An open source implementation of Microsoft's VALL-E X zero-shot TTS model. Demo is available in https://plachtaa.github.io
MIT License
7.42k stars 747 forks source link

关于language embedding #133

Open shanhaidexiamo opened 8 months ago

shanhaidexiamo commented 8 months ago

hi,有个问题想咨询下大佬。在forward阶段,论文中描述的是,在acoustic token上加language embedding,但是推理阶段,language embedding只能加载text token上,这个问题您是怎么解的呢?我看您forward没放出来~。我的解法是forward阶段也加在了文本上,但是推理的效果很差。

希望能解惑,非常感谢。

mononokehime14 commented 8 months ago

+1同问! 我也在跑训练, 可否交流下forward加入language embedding的时候, enroll_x_lens怎么计算的呢?@shanhaidexiamo, 我直接用了x.shape[-1], 不甚了解是不是正确😓

XinleiNIU commented 7 months ago

Hi,

Have you solved this problem? I'm also confused about the way to add the language embedding.

mononokehime14 commented 7 months ago

Kind of solved. Added language embedding in training just like in inference. If you are not getting the correct training stats, it is probably because of TextTokenizer: Plachtaa uses PhonemeBpeTokenizer, lifeiteng uses another one. In the dataset prepare stage, remember to add the language ID at the two ends of the text prompt.
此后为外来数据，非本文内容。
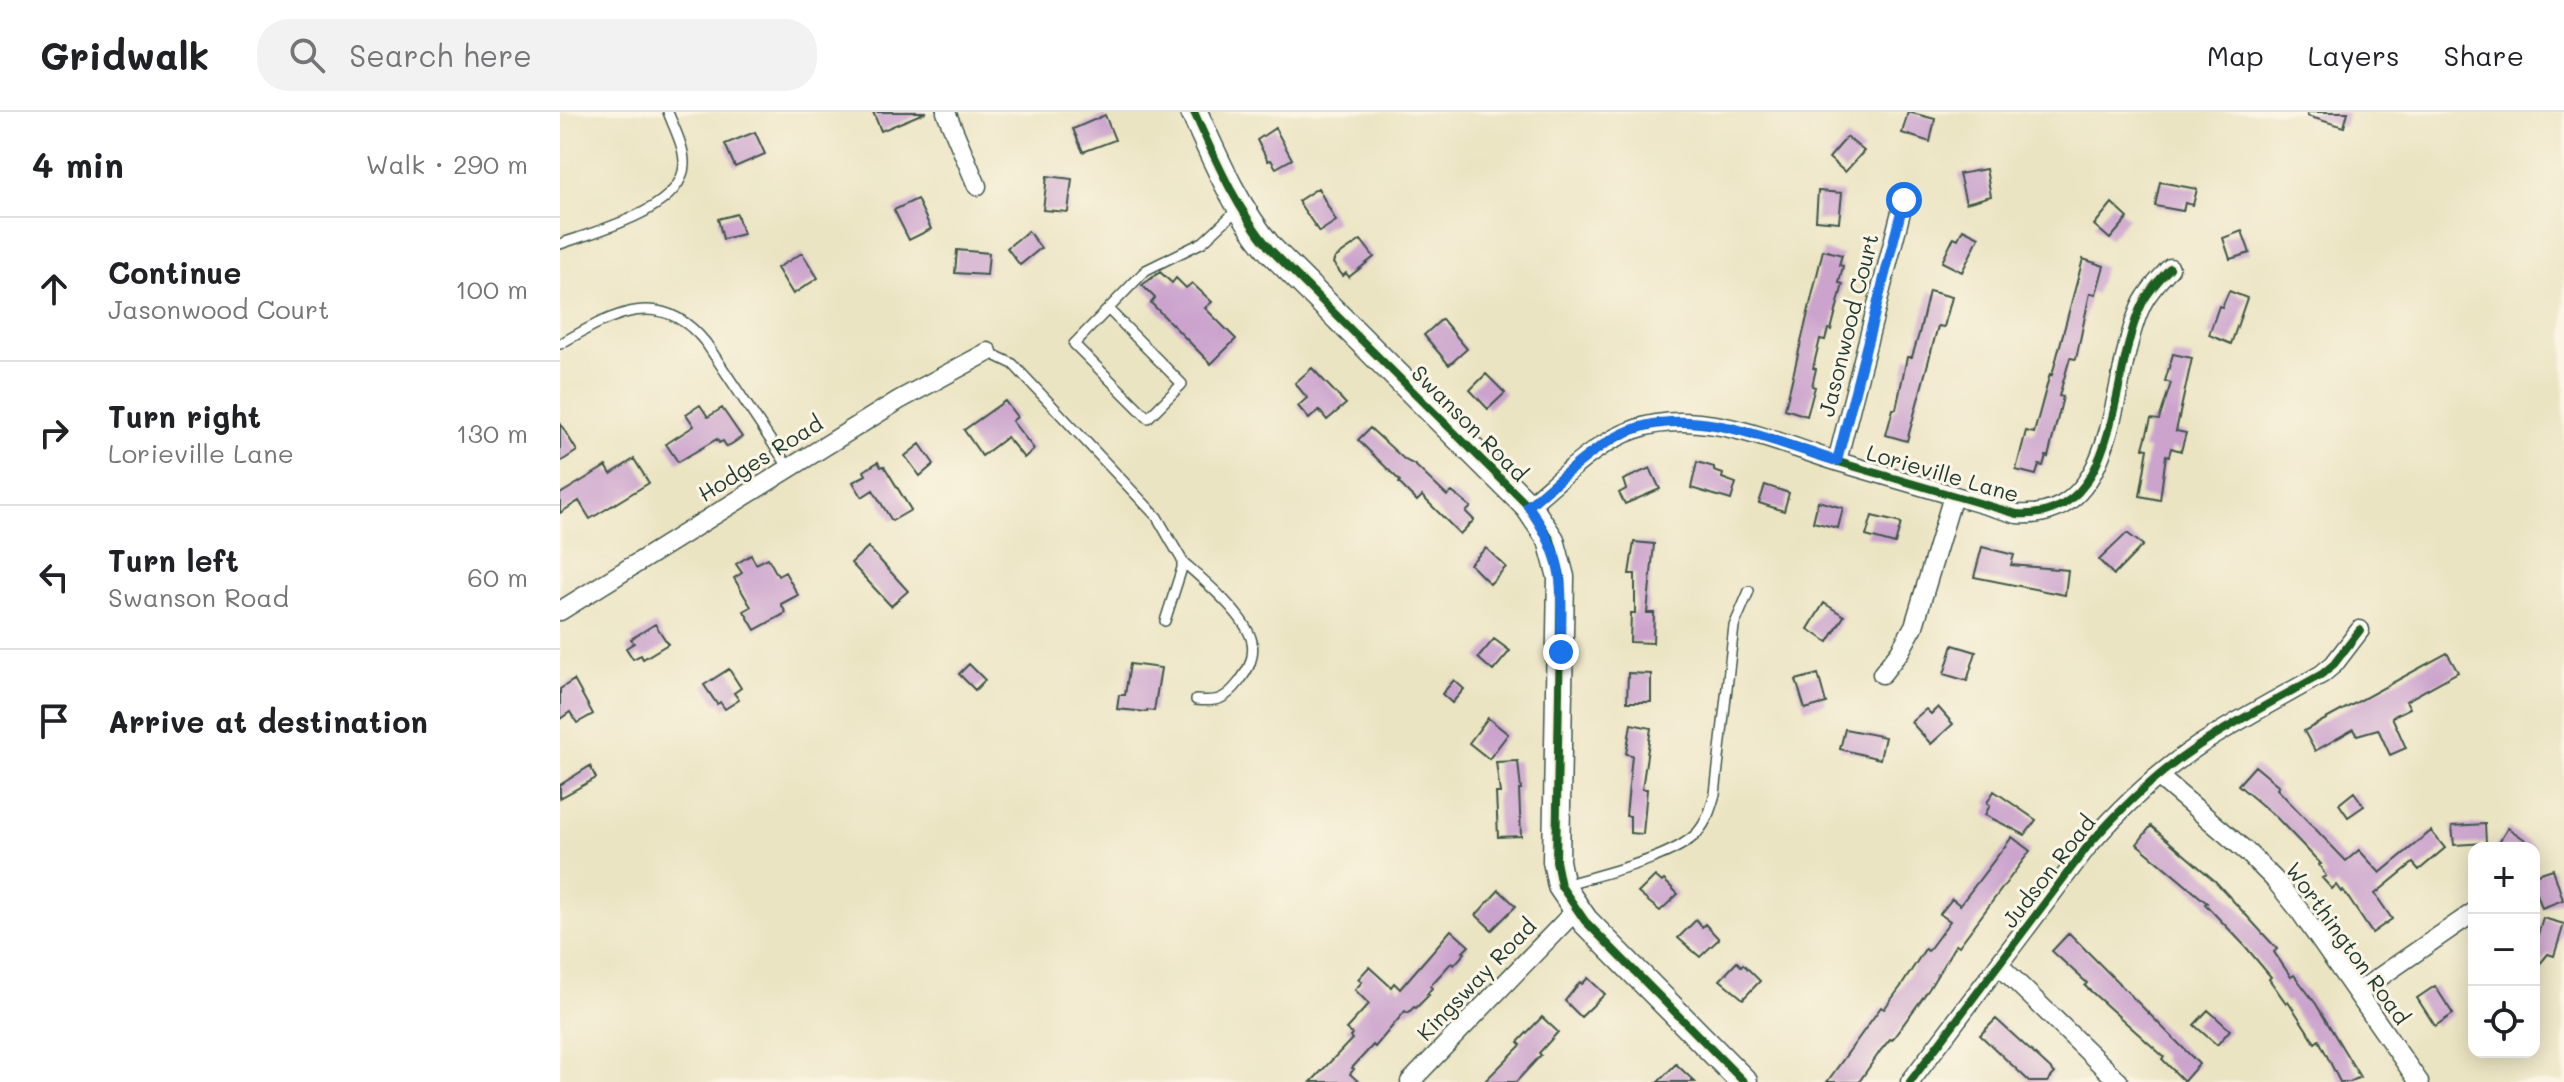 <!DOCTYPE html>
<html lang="en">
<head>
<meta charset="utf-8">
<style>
  :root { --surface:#fff; --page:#f2f2f2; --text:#202124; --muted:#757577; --line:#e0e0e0 }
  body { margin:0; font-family:Mali,sans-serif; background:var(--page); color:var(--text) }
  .controls { position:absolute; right:24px; bottom:24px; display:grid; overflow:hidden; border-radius:16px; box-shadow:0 4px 20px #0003 }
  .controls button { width:72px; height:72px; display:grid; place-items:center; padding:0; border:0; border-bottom:2px solid var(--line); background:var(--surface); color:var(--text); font:40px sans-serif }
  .stop { position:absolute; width:24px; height:24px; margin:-18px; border:6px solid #1a73e8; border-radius:50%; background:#fff }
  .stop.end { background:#1a73e8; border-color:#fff; box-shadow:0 2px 8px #0008 }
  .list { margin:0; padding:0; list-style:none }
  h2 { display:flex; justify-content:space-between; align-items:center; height:104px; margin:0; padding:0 32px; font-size:34px }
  h2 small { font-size:26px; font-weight:400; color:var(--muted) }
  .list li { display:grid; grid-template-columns:52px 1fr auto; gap:24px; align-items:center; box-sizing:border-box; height:144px; padding:0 32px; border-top:2px solid var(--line) }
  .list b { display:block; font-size:30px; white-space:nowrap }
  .list p { margin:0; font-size:26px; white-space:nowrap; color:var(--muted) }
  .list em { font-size:26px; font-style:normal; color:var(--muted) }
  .icon { flex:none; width:44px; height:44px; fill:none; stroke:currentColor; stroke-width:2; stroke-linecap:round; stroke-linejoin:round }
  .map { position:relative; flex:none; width:2004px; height:970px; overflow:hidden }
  header { display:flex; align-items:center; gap:48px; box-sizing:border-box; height:112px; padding:0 40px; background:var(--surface); border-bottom:2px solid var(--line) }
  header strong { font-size:38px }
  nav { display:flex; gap:44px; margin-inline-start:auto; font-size:28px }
  .search { width:560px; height:72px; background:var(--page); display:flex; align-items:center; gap:20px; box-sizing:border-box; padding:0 28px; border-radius:32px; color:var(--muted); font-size:30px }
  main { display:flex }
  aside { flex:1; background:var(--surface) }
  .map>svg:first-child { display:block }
  .building { fill:#cba3cd }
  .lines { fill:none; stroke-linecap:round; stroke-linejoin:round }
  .lane-casing { stroke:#3e5649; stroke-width:12 }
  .street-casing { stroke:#3e5649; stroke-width:21 }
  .secondary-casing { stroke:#3e5649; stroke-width:29 }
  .lane { stroke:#fff; stroke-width:9 }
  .street { stroke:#fff; stroke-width:18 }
  .secondary { stroke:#fff; stroke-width:26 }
  .cycleway-casing { stroke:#fcf5e5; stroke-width:13 }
  .cycleway { stroke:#1b5e20; stroke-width:8 }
  .route { stroke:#1a73e8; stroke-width:10 }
  .labels { text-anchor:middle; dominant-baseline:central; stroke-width:6; stroke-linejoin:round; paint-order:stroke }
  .street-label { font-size:22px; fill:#1f3d34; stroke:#fcf5e5 }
</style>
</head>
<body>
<header>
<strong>Gridwalk</strong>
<div class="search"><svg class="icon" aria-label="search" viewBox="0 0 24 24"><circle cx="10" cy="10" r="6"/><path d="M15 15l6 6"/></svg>Search here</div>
<nav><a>Map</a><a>Layers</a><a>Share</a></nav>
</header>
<main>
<aside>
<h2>4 min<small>Walk · 290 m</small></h2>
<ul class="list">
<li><svg class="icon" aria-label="ahead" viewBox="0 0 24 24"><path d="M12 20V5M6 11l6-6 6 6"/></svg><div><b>Continue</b><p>Jasonwood Court</p></div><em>100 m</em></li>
<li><svg class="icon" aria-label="right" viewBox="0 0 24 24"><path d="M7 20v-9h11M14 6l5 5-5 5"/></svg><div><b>Turn right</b><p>Lorieville Lane</p></div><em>130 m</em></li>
<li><svg class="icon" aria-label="left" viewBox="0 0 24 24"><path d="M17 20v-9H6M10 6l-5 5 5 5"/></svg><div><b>Turn left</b><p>Swanson Road</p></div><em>60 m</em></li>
<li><svg class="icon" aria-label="arrive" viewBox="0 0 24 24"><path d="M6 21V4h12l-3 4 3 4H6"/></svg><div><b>Arrive at destination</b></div></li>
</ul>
</aside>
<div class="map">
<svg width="2004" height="970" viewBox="0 0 2004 970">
  <rect width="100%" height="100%" fill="#fcf5e5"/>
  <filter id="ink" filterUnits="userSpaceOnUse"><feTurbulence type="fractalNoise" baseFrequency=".0125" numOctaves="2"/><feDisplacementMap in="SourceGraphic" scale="16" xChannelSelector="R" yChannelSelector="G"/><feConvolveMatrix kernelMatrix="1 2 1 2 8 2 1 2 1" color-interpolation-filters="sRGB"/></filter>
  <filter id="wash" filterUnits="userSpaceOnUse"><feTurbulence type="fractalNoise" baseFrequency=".006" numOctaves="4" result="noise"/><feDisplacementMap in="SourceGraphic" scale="32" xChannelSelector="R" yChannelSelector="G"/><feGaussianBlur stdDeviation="1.8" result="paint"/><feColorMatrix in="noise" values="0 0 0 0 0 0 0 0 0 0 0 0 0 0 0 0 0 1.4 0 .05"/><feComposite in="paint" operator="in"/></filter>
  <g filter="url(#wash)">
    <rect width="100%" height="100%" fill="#ebe4c2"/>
    <g id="blocks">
      <path class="building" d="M313,0H366L321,19Z
        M1348,0L1375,7L1370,30L1342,21Z
        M1747,0H1788L1784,15L1747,4Z
        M545,3L555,28L523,40L513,17Z
        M715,16L732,47L716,56L711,48L708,49L697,28Z
        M195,20L205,42L175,55L165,32Z
        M1287,25L1304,39L1285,60L1269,46Z
        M1426,57L1431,84L1406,91L1399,62Z
        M487,64L512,67L508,100L483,98Z
        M1600,70L1637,77L1633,93L1625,91L1623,99L1595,94Z
        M758,76L776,109L759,120L738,89Z
        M1258,79L1282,81L1279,110L1256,108Z
        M357,87L371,117L349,128L334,98Z
        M1552,91L1568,106L1550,127L1534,113Z
        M177,102L183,122L163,127L158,107Z
        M1403,117L1419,125L1402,160L1382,150L1394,125L1398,127Z
        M468,119L481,136L460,153L447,136Z
        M1682,119L1690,141L1670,147L1663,126Z
        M801,128L814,145L789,165L786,161L783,164L773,151L775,146Z
        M397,138L429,141L427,163L395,161Z
        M1263,138L1282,143L1279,153L1283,154L1279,171L1283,172L1271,218L1268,217L1265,228L1260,227L1253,256L1256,257L1252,274L1255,275L1247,304L1225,297Z
        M242,141L258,166L233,182L217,156Z
        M1523,147L1544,154L1536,182L1530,181L1516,247L1510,246L1499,284L1503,285L1488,345L1486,344L1483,354L1479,353L1476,363L1456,358L1466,319L1474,321L1490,262L1492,263Z
        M600,160L612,171L616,166L626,176L632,171L652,190L645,196L676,227L651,252L591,191L595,186L582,173Z
        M1369,179L1392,185L1384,215L1378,214L1347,329L1326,323L1333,297H1336L1347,245H1352L1359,222Z
        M1669,179L1687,186L1671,232L1649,223L1659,194L1662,195Z
        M882,207L907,237L889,253L864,223Z
        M1613,242L1632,246L1616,319L1626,321L1621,339L1611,336L1609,344L1606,343L1600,388L1580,384L1588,337L1583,336L1591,307L1599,308L1611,271L1605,269Z
        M752,256L786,292L767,308L759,298L749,307L738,294L747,286L735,271Z
        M926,262L945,281L928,297L910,278Z
        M445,289L457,305L452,309L474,337L464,346L447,325L422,344L404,318Z
        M140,293L148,305L162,296L182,325L167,335L163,329L159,331L157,327L118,350L106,332L134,314L126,302Z
        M0,311L17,339L0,350Z
        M810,316L845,348L855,353L887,384L892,380L911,395L906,400L914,408L900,422L862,384L857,389L839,371L840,369L798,328Z
        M360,332L374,352L360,364L345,344Z
        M74,347L89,371L30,407L19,389L0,401V382L46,354L51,362Z
        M318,350L321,355L324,354L351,398L332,409L313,378L302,385L293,370L306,363L304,359Z
        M1137,350L1154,355V359L1163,362L1162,366L1176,371L1171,388L1131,376Z
        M1090,356L1100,377L1065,392L1059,381L1066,377L1063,368Z
        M1205,373L1229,381L1224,399L1199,391Z
        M1258,389L1283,396L1278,416L1253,410Z
        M1312,404L1341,411L1335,432L1306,424Z
        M1567,421L1583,433L1554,463L1539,448Z
        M1074,430L1094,432L1087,501H1094L1093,531L1070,530L1071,501H1075V462H1069Z
        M308,435L348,479L331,494L291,451Z
        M1422,435L1454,443L1451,453L1508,458L1505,483L1414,465Z
        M926,436L946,455L930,472L910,452Z
        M191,443L196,452L208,446L218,464L225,460L238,483L221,492L226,501L195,518L184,499L191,495L174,466L182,461L176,452Z
        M1264,491L1284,504L1268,530L1248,517Z
        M95,512L108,532L83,547L81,543L73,547L66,536L74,531L71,527Z
        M934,527L950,539L933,559L918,546Z
        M1393,533L1416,540L1407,569L1384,562Z
        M1887,541L1898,560L1846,589L1850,596L1832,605L1846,636L1830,643L1818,617L1797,623L1794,617L1755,639L1744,619Z
        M409,552L425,568L415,578L399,562Z
        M570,552L601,556L594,599L587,598V600L557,597L559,583H565Z
        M169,557L181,576L174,581L179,588L165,597L160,590L157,592L144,573Z
        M1068,561L1091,562V590H1067Z
        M1258,562L1266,591L1245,597L1236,568Z
        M14,568L33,602L17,611L10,600L0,607V577Z
        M894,568L904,577L892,591L882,582Z
        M1378,595L1393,612L1371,632L1351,610L1366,597L1371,602Z
        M928,606L948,622L929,647L909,631Z
        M1071,612L1091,616L1082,677H1087L1083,722L1070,721V704H1066L1072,643L1066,642Z
        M1285,617L1325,625L1320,647L1280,637Z
        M958,649L961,678H959L961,724L938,725L936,681H940L936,650Z
        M30,654L36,666L0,686V673Z
        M1695,654L1719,674L1717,677L1786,749L1799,738L1820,761L1871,719L1885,736L1859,758L1853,751L1815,782L1832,807L1812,821L1783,778L1781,780L1776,773L1772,777L1762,766L1766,764L1759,753L1761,752L1716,705L1678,673Z
        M1434,679L1476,708L1465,723L1425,703L1430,693L1427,691Z
        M1794,680L1804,694L1788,705L1779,692Z
        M1925,712L1926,731L1894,733L1892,714Z
        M1591,714L1655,769L1717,837L1714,840L1731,865L1734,863L1756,892L1800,965L1790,970H1780L1759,928L1755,931L1728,889L1726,891L1709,867L1711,865L1685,834L1645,792L1647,791L1577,732Z
        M1948,716L1977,736H1935Z
        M1452,725L1470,739L1399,834L1396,832L1369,877L1332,928L1330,927L1321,938L1299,970H1267L1321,895L1324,897L1342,873L1365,837L1368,839L1390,809L1380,802L1392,787L1400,793Z
        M1993,757L2003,788L1982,796L1974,773V763Z
        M1095,764L1102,770L1104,768L1118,782L1100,799L1078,781Z
        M939,778L956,794L932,818L916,803Z
        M1983,806L2004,812L1994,844L1988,842L1974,859V835Z
        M1136,808L1142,815L1145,812L1159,827L1140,845L1118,826Z
        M891,818L909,834L903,840L905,841L894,853L891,851L870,874L872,876L867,882L869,883L856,896L854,895L848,901L845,899L815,935L813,933L792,956L794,957L790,962L799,970H751L792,927L790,925L792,922L786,917L809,892L795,878L802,870L798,867L809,855L831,875L834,871L840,877Z
        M1509,821L1639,952L1624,969L1602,947L1604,945L1525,874L1527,871L1492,839Z
        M1177,850L1181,854L1183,852L1200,869L1183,887L1160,868Z
        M1028,866L1045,882L1021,905L1005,889L1020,870L1022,872Z
        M1875,874L1893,902L1875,914L1857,886Z
        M1648,898L1670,918L1657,933L1634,913Z
        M982,905L998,920L979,941L981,943L956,970H924L961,933L958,930Z
        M1436,907L1495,961L1487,970H1470L1420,923Z
        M1116,952L1135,970H1098Z"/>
    </g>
  </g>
  <g filter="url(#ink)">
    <use href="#blocks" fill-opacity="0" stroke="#3e5649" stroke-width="2"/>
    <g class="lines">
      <g class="lane-casing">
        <path id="lane" d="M0,132C36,119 122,98 124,53C125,36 114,16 108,0
          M548,197L622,272L588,306L514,232L586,158L643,130L677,98
          M0,232C51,203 100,173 146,231L229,356
          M428,240L453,252L597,405L612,431L622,448V456L605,509
          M622,449C642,467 687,504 692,530C695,546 688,558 679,570C665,588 657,590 636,588
          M1004,773C1040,762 1112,747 1137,721C1147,710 1151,696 1155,682L1174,514L1189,479"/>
      </g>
      <g class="street-casing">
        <path id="street" d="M386,0L417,74
          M1277,349L1344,88
          M968,394C1001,367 1034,331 1076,317C1140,294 1219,332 1282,351C1340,368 1398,385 1457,402C1564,410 1548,258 1583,190C1590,177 1600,167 1610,156
          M0,499L339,288L428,240
          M1322,562L1340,539L1354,514L1393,384
          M1598,664L1687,740L1714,767L1739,798L1859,970
          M1439,853L1559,970
          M1798,880L1914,800
          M850,970L1016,798
          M1350,970L1527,735C1560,697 1596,662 1638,634C1677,608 1720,586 1762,562L1774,552L1800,518"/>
      </g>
      <g class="secondary-casing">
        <path id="secondary" d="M634,0C656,49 676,96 710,137L968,394L991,428L1001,465L996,749L1001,774L1025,809L1184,970"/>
      </g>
      <use href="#lane" class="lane"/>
      <use href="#street" class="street"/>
      <use href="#secondary" class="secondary"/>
      <g class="cycleway-casing">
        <path id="cycleway" d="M634,0C656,49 676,96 710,137L968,394L991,428L1001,465L996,749L1001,774L1025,809L1184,970
          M968,394C1001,367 1034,331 1076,317C1140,294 1219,332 1282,351C1340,368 1398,385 1457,402C1564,410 1548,258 1583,190C1590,177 1600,167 1610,156
          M1350,970L1527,735C1560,697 1596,662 1638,634C1677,608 1720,586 1762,562L1774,552L1800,518"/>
      </g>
      <use href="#cycleway" class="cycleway"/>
    </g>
  </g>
  <g class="lines" filter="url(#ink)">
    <path class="route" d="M1001,540C1001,474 1008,451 968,394C996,371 1024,343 1056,325C1125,287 1209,329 1277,349L1344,88"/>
  </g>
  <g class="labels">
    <g class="street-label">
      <text transform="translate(1288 213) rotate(-76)">Jasonwood Court</text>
      <text transform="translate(910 311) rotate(45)">Swanson Road</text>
      <text transform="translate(200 346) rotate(-32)">Hodges Road</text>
      <text transform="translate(1383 361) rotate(16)">Lorieville Lane</text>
      <text transform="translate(1488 759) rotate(-52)">Judson Road</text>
      <text transform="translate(1788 831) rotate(54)">Worthington Road</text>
      <text transform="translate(916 867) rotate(-46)">Kingsway Road</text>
    </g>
  </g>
</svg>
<div class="controls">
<button>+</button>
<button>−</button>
<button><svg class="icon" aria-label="locate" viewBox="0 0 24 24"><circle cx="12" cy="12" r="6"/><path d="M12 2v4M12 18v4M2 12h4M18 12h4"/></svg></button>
</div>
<div class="stop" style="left:1344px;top:88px"></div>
<div class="stop end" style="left:1001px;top:540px"></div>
</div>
</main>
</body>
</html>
XinleiNIU commented 7 months ago

Kind of solved. Added language embedding in training just like in inference. If you are not getting the correct training stats, it is probably because of TextTokenizer: Plachtaa uses PhonemeBpeTokenizer, lifeiteng uses another one. In the dataset prepare stage, remember to add the language ID at the two ends of the text prompt.

Thank you so much for sharing this!

AlexSteveChungAlvarez commented 2 months ago

Why are language embeddings being added to the phoneme embeddings instead of to the acoustic embeddings? As the paper says "Concretely, we embed language IDs into dense vectors and add them to the embeddings of acoustic tokens." in the last line of section 3.3. @Plachtaa

Plachtaa commented 2 months ago

Adding language embedding to acoustic tokens doesn't make sense at all. I tend to believe this is a typo error

Why are language embeddings being added to the phoneme embeddings instead of to the acoustic embeddings? As the paper says "Concretely, we embed language IDs into dense vectors and add them to the embeddings of acoustic tokens." in the last line of section 3.3. @Plachtaa

AlexSteveChungAlvarez commented 2 months ago

Adding language embedding to acoustic tokens doesn't make sense at all. I tend to believe this is a typo error

You mean the authors wrote it wrong? Can you explain to me why it doesn't make sense at all? I'm new to "codes/codecs" and embeddings, just learning from reading papers and watching videos. That's why I wanted to see how you implemented it, but when I didn't find what the paper says I got confused.